Your objective:
An exact copy of the whole listing is required.

Source data:
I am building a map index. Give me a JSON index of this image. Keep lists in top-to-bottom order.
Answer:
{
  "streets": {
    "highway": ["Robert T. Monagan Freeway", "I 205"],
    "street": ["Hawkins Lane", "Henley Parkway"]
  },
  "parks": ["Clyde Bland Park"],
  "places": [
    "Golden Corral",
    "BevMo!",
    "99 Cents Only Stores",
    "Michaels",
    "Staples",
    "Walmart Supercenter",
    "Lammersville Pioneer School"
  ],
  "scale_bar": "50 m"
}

Exercise response:
I am building a map index. Give me a JSON index of this image. Keep lists in top-to-bottom order.
Answer:
{
  "streets": {
    "highway": ["Robert T. Monagan Freeway", "I 205"],
    "street": ["Hawkins Lane", "Henley Parkway"]
  },
  "parks": ["Clyde Bland Park"],
  "places": [
    "Golden Corral",
    "BevMo!",
    "99 Cents Only Stores",
    "Michaels",
    "Staples",
    "Walmart Supercenter",
    "Lammersville Pioneer School"
  ],
  "scale_bar": "50 m"
}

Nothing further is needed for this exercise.